What Can Really Happen?
Besides casting a doubtful image on a certain organization, losses of confidential data can lead to fines and other more severe consequences. In January 2006, the Federal Trade Commission charged US based commercial data broker ChoicePoint Inc. a settlement fee of 15 million dollars to compensate for the leak of consumer data and the violation of consumer privacy rights.

A well known incident involving private data loss occurred when sensitive payment details belonging to Perth and Kinross Council employees where found practically laying on the street, on a misplaced UFD. The USB key containing 59 documents, most of them belonging to the council's Environmental Services Department, was recovered near a bike shelter close to the council building.
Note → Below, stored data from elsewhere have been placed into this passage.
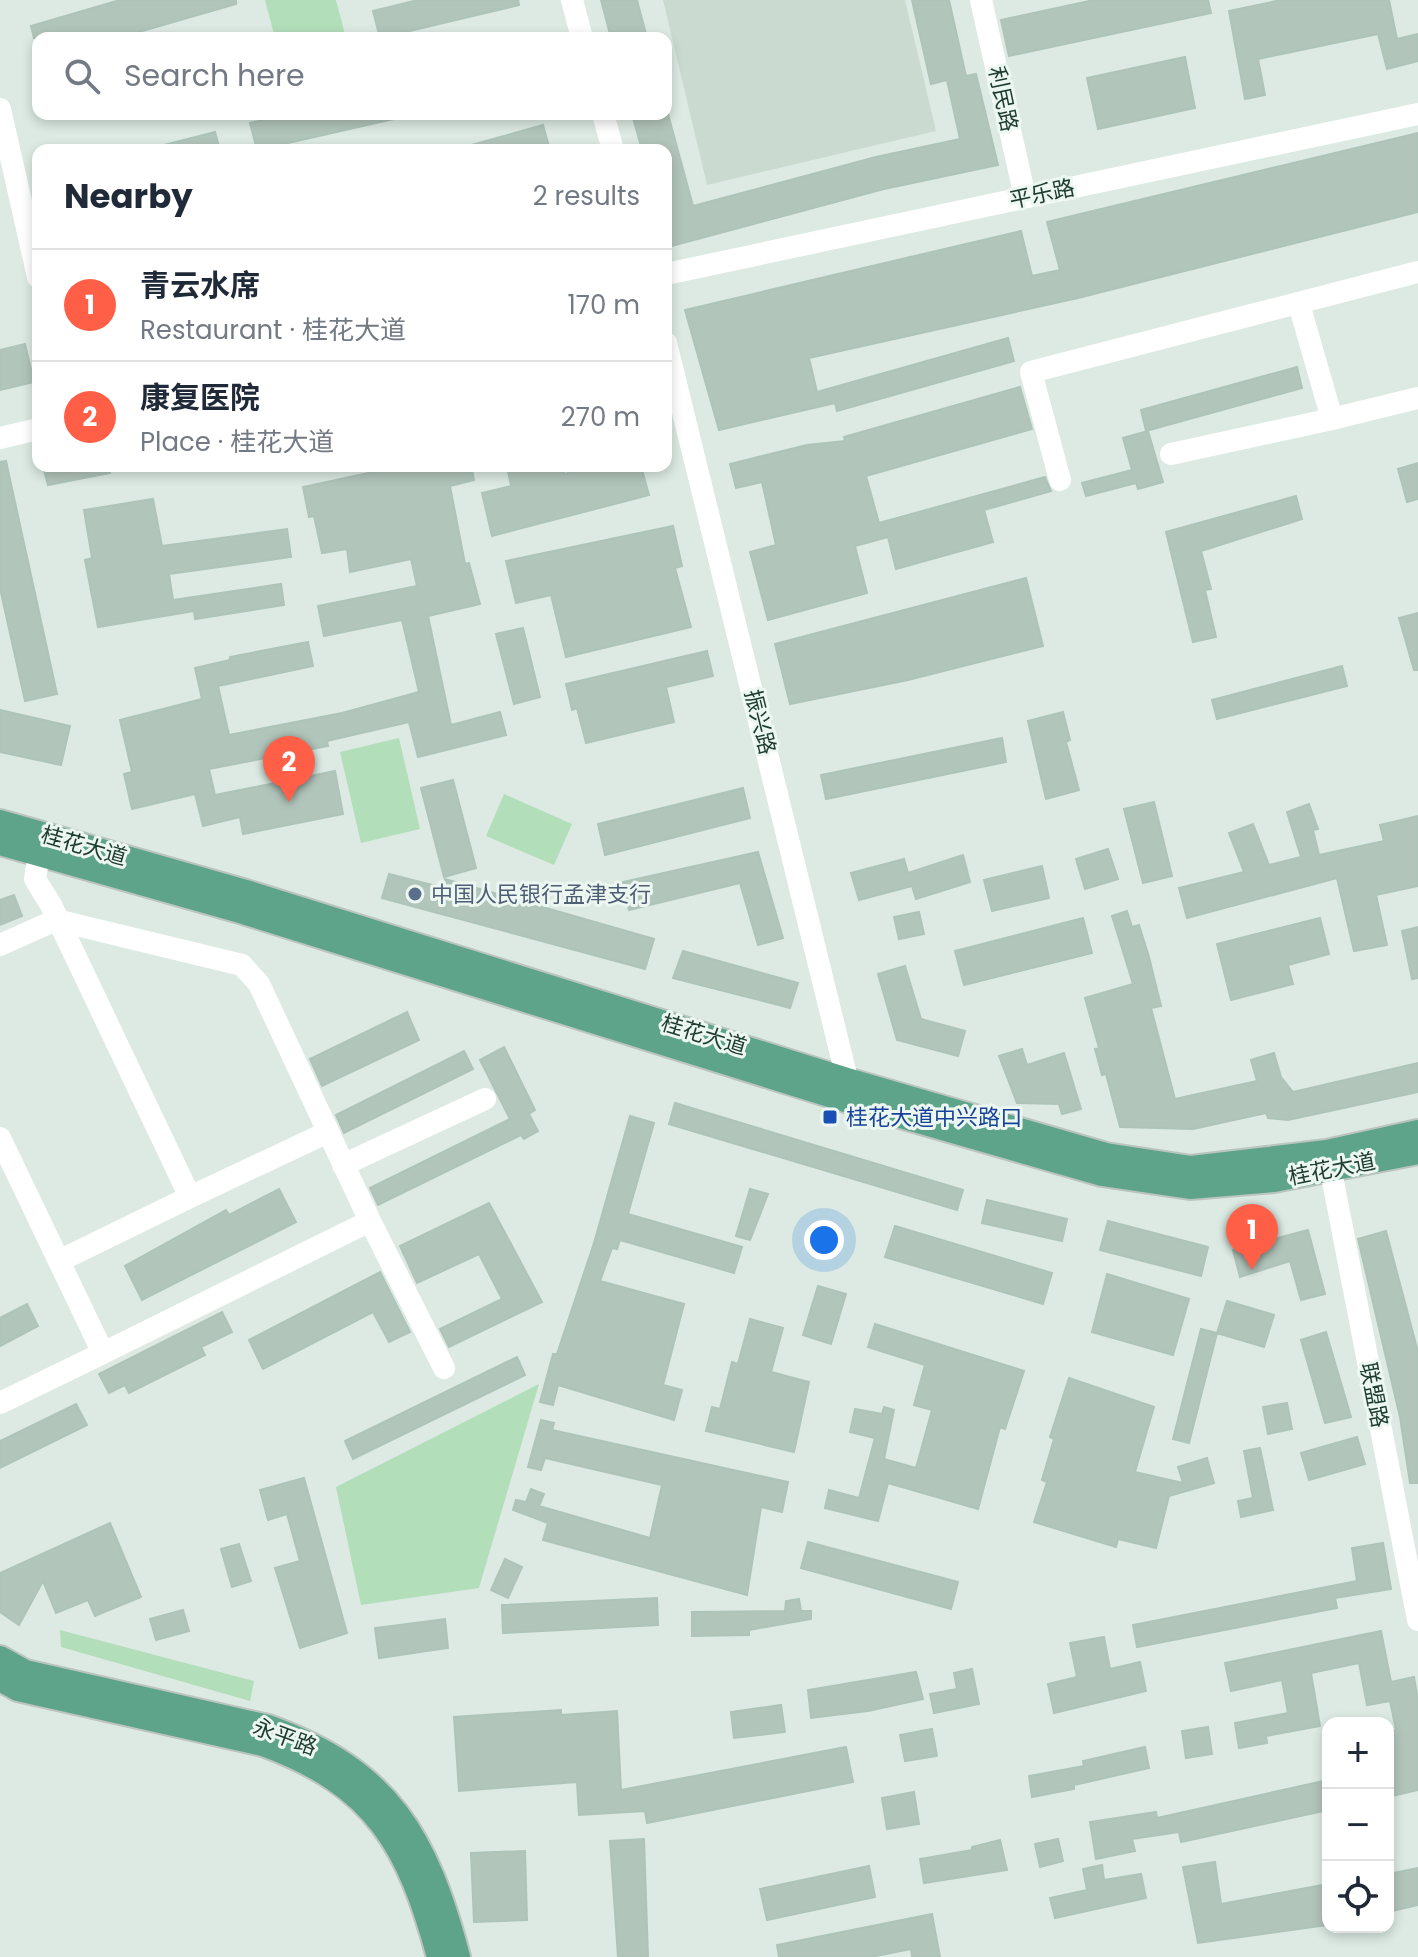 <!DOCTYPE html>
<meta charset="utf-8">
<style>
body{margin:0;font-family:Poppins,"Noto Sans SC",sans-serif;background:#f2f2f3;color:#1f2937}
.controls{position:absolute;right:24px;bottom:24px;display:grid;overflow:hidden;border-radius:16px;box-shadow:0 4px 12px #0003}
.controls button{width:72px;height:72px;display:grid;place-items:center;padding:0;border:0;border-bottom:2px solid #e0e1e3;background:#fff;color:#1f2937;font:40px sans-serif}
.you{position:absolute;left:824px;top:1240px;width:28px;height:28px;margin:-20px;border:6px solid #fff;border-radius:50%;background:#1a73e8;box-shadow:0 0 0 12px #1a73e833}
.badge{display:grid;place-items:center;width:52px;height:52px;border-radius:50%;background:#ff5f46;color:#fff;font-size:26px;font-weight:700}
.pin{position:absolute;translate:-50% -66px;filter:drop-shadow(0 2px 4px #0008)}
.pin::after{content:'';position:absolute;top:42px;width:28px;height:24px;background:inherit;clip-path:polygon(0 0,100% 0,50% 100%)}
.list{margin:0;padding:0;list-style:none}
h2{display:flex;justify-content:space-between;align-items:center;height:104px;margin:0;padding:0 32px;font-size:34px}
h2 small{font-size:26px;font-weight:400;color:#747a83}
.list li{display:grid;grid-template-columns:52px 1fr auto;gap:24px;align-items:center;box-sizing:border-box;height:112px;padding:0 32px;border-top:2px solid #e0e1e3}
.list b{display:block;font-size:30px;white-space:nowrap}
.list p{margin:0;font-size:26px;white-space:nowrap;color:#747a83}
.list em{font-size:26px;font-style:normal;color:#747a83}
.icon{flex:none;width:44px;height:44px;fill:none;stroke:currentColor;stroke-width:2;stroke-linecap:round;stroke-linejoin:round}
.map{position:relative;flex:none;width:1418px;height:1957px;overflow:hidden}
.search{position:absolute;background:#fff;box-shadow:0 4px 12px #0003;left:32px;top:32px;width:640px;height:88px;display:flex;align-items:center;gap:20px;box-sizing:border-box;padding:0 28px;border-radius:16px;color:#747a83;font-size:30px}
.panel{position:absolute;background:#fff;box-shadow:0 4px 12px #0003;left:32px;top:144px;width:640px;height:328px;border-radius:16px}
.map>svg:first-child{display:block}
.built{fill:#cbdad1}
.green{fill:#b3deba}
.building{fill:#b2c5bb;stroke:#aec4b9;stroke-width:2}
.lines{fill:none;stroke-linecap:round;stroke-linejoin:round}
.major-casing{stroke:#bbc4c1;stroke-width:28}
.minor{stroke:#fff;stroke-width:22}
.major{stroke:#5da48a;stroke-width:24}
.service-dot{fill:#5c6f8a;stroke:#edf7f1;stroke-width:3}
.transit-dot{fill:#1a4fb4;stroke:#edf7f1;stroke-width:3}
.labels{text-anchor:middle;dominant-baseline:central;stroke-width:6;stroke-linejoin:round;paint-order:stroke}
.street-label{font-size:22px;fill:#1d3b2f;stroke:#edf7f1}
.service-label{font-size:22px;fill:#4e5e75;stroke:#edf7f1;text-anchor:start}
.transit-label{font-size:22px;fill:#164399;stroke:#edf7f1;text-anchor:start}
</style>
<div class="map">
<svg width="1418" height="1957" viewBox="0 0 1418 1957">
<rect width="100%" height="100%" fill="#dceae3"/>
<path class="built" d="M663 0H905L936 131 707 185Z"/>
<path class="green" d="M265 0H336L346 38H275Z
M399 738 420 829 361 843 340 752Z
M504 794 572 824 554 865 486 836Z
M539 1384 479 1588 361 1605 336 1487Z
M60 1630 254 1681 250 1701 61 1647Z"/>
<path class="building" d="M120 0H236V4L118 38H34L31 26Z
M418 0H518L519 5 380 38 373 11Z
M601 0H637L647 38H611Z
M912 0H949L966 76 976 74 998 165 884 189 668 247 666 150H642L632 114H668L693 206 876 157 960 139 947 80 931 84Z
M1094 0H1208L1211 13 1009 56 1001 20Z
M1281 0H1389L1397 39 1418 34V61L1387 69 1378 34 1258 59 1265 95 1245 99 1229 11Z
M1185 57 1195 108 1098 129 1087 78Z
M288 114H393L394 119 257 150 250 123Z
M543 125 550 150H469L468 146Z
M215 132 220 150H164V145Z
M1418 133V212L1078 298 809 358 817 392 1008 338 1014 361 837 411 835 403 719 430 685 310 1021 231 1032 276 1060 270 1047 222Z
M25 344 34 382 0 390V350Z
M1297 367 1302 388 1146 431 1141 410Z
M1020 387 1032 429 866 476 879 523 1045 477 1051 491 984 510 993 542 896 569 888 537 855 546 867 593 768 620 750 552 776 545 762 482 736 488 730 464 807 445 845 441 844 437Z
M1148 431 1163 482 1138 489 1136 483 1086 496 1082 483 1132 470 1123 438Z
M6 461 57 694 25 701 0 588V462Z
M1418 463V499L1407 502 1398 469Z
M43 466H110V473L48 485Z
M401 466H471L474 480 450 486 465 564 469 563 480 604 428 616 451 725 500 712 506 735 418 757 409 722 327 741 328 746 209 769 215 795 335 771 343 814 243 834 240 817 203 826 195 794 132 809 124 774 132 772 120 720 202 699 195 668 230 660V657L308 642 313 666 218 686 229 735 342 713 419 692 402 620 324 636 318 606 417 586 411 559 350 572 347 549 322 553 314 516 309 517 303 487Z
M507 466H564V474L595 466H641L649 495 492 536 482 493 511 486Z
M1296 496 1302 519 1201 551 1211 589 1205 590 1216 637 1193 642 1166 532Z
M153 499 162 546 287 529 291 557 169 574 173 600 281 584 284 605 195 619 194 611 98 627 85 560 92 558 84 510Z
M673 526 682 566 675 568 691 627 566 657 551 595 516 603 506 561Z
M1026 578 1043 646 908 680 790 704 775 644Z
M1418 613V670H1414L1399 618Z
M523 628 540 697 514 704 496 634Z
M707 651 713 676 666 687 674 722 586 743 577 708 572 710 566 684Z
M1342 666 1347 686 1217 719 1212 700Z
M0 710 70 726 61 765 0 752Z
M1063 712 1070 740 1066 742 1079 790 1046 799 1028 721Z
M1002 738 1006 762 826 799 821 775Z
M453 780 476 868 444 877 421 788Z
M743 788 750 818 605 855 598 824Z
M1154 802 1172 876 1143 883 1124 809Z
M1309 804 1318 829 1313 830 1319 855 1384 841 1380 825 1418 816V886L1376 895 1387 945 1354 951 1337 878 1187 918 1179 888 1244 872 1229 833 1253 824 1269 865 1301 857 1287 812Z
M1108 849 1118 879 1085 889 1076 859Z
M758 852 783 938 758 945 740 883 629 910 623 882Z
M963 855 970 882 916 899 912 886 859 900 851 873 904 859 908 873Z
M1042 866 1049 898 992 911 984 880Z
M389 874 448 889 445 879 654 939 645 969 382 898Z
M14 895 22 916 0 925V900Z
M1127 911 1132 927 1139 925 1149 957 1161 1006 1151 1008 1175 1099 1257 1081 1251 1060 1274 1053 1281 1077 1293 1092 1418 1063V1092L1288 1120 1268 1118 1266 1113 1193 1129 1120 1127 1106 1074 1102 1075 1095 1049 1099 1048 1085 998 1133 984 1112 916Z
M919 912 924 934 899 939 894 917Z
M1083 918 1092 953 964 985 955 951Z
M1320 918 1329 954 1288 965 1293 984 1231 1000 1217 944Z
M1418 927V978L1412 979 1402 931Z
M683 951 798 983 790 1008 673 978Z
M905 966 921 1019 965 1031 958 1056 897 1040 878 974Z
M407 1012 419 1040 322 1086 310 1059Z
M504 1047 535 1110 529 1114 538 1131 524 1139 521 1135 378 1205 370 1188 510 1119 480 1060Z
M1022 1049 1027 1065 1064 1053 1081 1109 1062 1114 1059 1104 1017 1103 999 1056Z
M464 1051 473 1069 344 1133 336 1115Z
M675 1103 963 1190 957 1210 669 1124Z
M630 1116 654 1123 628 1214 742 1247 734 1273 620 1240 617 1249 612 1248 600 1281 684 1304 663 1385 682 1390 674 1420 558 1385 553 1405 540 1402 553 1354H557L594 1243Z
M279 1189 296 1222 142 1300 125 1266 226 1210 229 1215Z
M750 1189 768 1194 750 1240 736 1236Z
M987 1200 1067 1219 1062 1241 982 1223Z
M489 1203 542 1302 449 1347 440 1329 502 1299 479 1254 417 1283 400 1246Z
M1108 1221 1208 1247 1201 1276 1100 1250Z
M895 1226 1052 1273 1043 1304 885 1257Z
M1308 1230 1325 1294 1301 1300 1290 1261 1240 1277 1233 1250Z
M1386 1231 1418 1352V1483H1410L1400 1417 1358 1239Z
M380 1272 410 1332 389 1342 373 1312 263 1369 249 1340Z
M1107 1274 1189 1299 1173 1355 1092 1332Z
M818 1286 846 1294 831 1344 803 1335Z
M1227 1301 1274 1315 1264 1347 1217 1333Z
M27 1304 38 1326 0 1346V1318Z
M222 1312 232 1332 201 1347 205 1355 129 1393 125 1385 109 1393 99 1374Z
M750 1319 783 1328 771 1372 809 1382 794 1452 706 1431 712 1407 720 1409 732 1362 738 1364Z
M875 1324 1024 1371 1005 1429 1000 1427 978 1509 888 1483 878 1521 825 1508 829 1490 859 1498 875 1438 850 1432 855 1409 882 1414 884 1407 894 1410 884 1459 916 1468 932 1410 914 1405 925 1365 868 1347Z
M1201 1329 1217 1333 1189 1443 1173 1439Z
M1326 1332 1351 1417 1325 1423 1301 1340Z
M517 1357 525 1375 353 1459 345 1441Z
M1069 1378 1154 1407 1135 1472 1183 1483 1178 1467 1207 1458 1214 1483 1169 1496 1156 1548 1118 1539 1116 1547 1034 1522 1047 1482 1042 1480 1054 1439 1050 1437Z
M1287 1403 1292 1429 1268 1434 1263 1407Z
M76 1404 87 1425 0 1468V1441Z
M541 1420 554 1423 552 1430 788 1482 782 1512 761 1507 747 1595 543 1540 548 1523 513 1510 516 1500 526 1502 531 1489 544 1494 539 1506 650 1538 662 1485 545 1458 541 1470 528 1467Z
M1357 1437 1365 1464 1309 1480 1301 1453Z
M1260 1448 1273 1510 1241 1517 1238 1501 1253 1498 1244 1451Z
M304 1478 347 1633 300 1648 275 1568 300 1561 287 1514 268 1520 260 1490Z
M110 1523 141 1597 95 1616 88 1600 56 1613 43 1581 19 1625 0 1612V1573Z
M808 1542 958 1582 951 1609 801 1568Z
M1383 1543 1391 1589 1335 1598 1337 1608 1137 1647 1133 1625 1357 1581 1352 1548Z
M239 1544 251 1581 232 1587 221 1549Z
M505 1559 522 1567 508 1598 491 1590Z
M657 1598 658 1625 503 1633 502 1605Z
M799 1599 801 1611H811V1619L749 1630V1635L692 1636V1612L785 1611 786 1601Z
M183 1610 189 1631 156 1640 150 1619Z
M445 1619 448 1648 379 1658 375 1628Z
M1381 1631 1391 1682 1414 1677 1418 1700V1790L1388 1797V1732L1396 1730 1390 1701 1367 1705 1359 1663 1311 1673 1320 1726 1266 1736 1267 1743 1239 1748 1235 1723 1288 1713 1282 1680 1231 1691 1225 1663Z
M1104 1637 1110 1669 1140 1662 1146 1691 1054 1713 1048 1684 1077 1677 1070 1643Z
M972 1669 979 1704 934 1713 930 1694 957 1689 954 1673Z
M916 1672 923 1699 868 1711 811 1718 808 1690Z
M781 1705 785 1732 734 1738 731 1712Z
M561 1710V1715L617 1711 621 1790 846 1747 853 1782 647 1823 645 1811 579 1815 577 1782 459 1791 454 1717Z
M1208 1727 1212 1754 1186 1758 1182 1731Z
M932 1729 937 1756 905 1761 900 1735Z
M1145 1747 1149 1768 1074 1785V1789L1032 1797 1029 1776 1084 1766 1083 1761Z
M1328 1780V1810L1181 1842 1179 1832 1132 1839 1135 1851 1096 1859 1090 1822 1156 1812 1157 1818Z
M914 1792 919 1824 887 1829 882 1798Z
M644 1839 648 1957H618L610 1841Z
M1058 1839 1063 1861 1040 1867 1035 1844Z
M1000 1840 1007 1870 924 1883 920 1859 972 1850V1847Z
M525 1851 527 1920 474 1922 471 1853Z
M1215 1862 1221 1904 1328 1884V1925L1198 1943 1183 1867Z
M1102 1865 1104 1880 1141 1874 1146 1898 1055 1918 1050 1898 1087 1890 1083 1869Z
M869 1866 875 1897 767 1920 760 1889Z
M1418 1868V1905L1388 1912V1874Z
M932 1914 940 1957H912L911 1949 871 1957H779L777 1945Z"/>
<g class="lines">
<defs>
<path id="major" d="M0 822 246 892 847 1080 1106 1155 1191 1168 1327 1152 1418 1132
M0 843 240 911 852 1102 1102 1174 1190 1187 1274 1180 1418 1152
M0 1658 25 1672 268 1727C390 1771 426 1837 458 1957
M0 1679 18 1689 263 1744C376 1785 409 1846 439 1957"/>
</defs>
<use href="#major" class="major-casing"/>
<path class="minor" d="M572 0 582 38
M981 0 1025 197
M0 109 38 277
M603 114 613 150
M666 274 1418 114
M1299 304 1332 419 1418 398
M666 343 851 1095
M0 438 38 429
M1171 454 1332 419
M1060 480 1031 372 1418 272
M39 853 35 879 51 905 190 1197 328 1132
M0 945 56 920 242 965 259 984 370 1221 103 1353 0 1138
M343 1165 485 1099
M1331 1171 1418 1620
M370 1221 444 1368
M59 1261 190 1197
M0 1403 103 1353"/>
<use href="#major" class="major"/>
</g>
<circle class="service-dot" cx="415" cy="894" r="8"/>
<rect class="transit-dot" x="822" y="1109" width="16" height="16" rx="4"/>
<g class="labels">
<g class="street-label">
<text transform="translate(1003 99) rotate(78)">利民路</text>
<text transform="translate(1042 194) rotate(-12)">平乐路</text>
<text transform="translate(760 722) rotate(76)">振兴路</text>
<text transform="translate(84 846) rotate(16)">桂花大道</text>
<text transform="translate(704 1035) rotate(17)">桂花大道</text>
<text transform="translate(1332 1169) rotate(-11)">桂花大道</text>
<text transform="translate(1374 1395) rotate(79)">联盟路</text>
<text transform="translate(285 1737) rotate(20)">永平路</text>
</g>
<g class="service-label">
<text x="431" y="894">中国人民银行孟津支行</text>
</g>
<g class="transit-label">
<text x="846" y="1117">桂花大道中兴路口</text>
</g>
</g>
</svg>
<div class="controls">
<button>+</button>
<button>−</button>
<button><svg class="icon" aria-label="locate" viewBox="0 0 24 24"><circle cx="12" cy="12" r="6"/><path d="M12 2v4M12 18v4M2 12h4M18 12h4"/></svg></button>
</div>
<div class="you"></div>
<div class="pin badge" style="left:1252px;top:1270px">1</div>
<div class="pin badge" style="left:289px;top:802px">2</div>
<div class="search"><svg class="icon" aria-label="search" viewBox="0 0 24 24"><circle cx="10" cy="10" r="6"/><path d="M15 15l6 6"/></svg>Search here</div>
<section class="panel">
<h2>Nearby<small>2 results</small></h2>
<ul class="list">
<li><span class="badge">1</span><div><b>青云水席</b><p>Restaurant · 桂花大道</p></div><em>170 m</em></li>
<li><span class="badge">2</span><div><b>康复医院</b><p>Place · 桂花大道</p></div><em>270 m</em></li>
</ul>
</section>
</div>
More extreme cases involve national security. Such an incident took place in 2006 when flash drives containing classified US military information were sold as used hardware in a marketplace from Bagram, Afghanistan.

How to Secure a UFD


While in the digital environment, a user employs a digital identity to prove they are who they say they are, also providing some form of authentication. Such identities are, however, hard to keep a secret. Authentication, thorough as it may be, is subject to leaks, especially when knowledge or possession is used.

Knowledge-based authenticating is mostly limited to passwords. Users set a password according to corporate security policies and then they are required to remember it. Policies might require complex combinations of letters, numbers and special characters. But such a password will never prevent the user from writing it down on a piece of paper that he/she will later loose. On the other hand, ways to break passwords are improved every day.

Possession implies a token used by the employee. A good example would be an identity badge granting access to enter a certain office or building area. In this case, theft and loss are also huge threats and if security relies on such tokens only, additional measures of verifying if the person using it is authorized to do so might lack.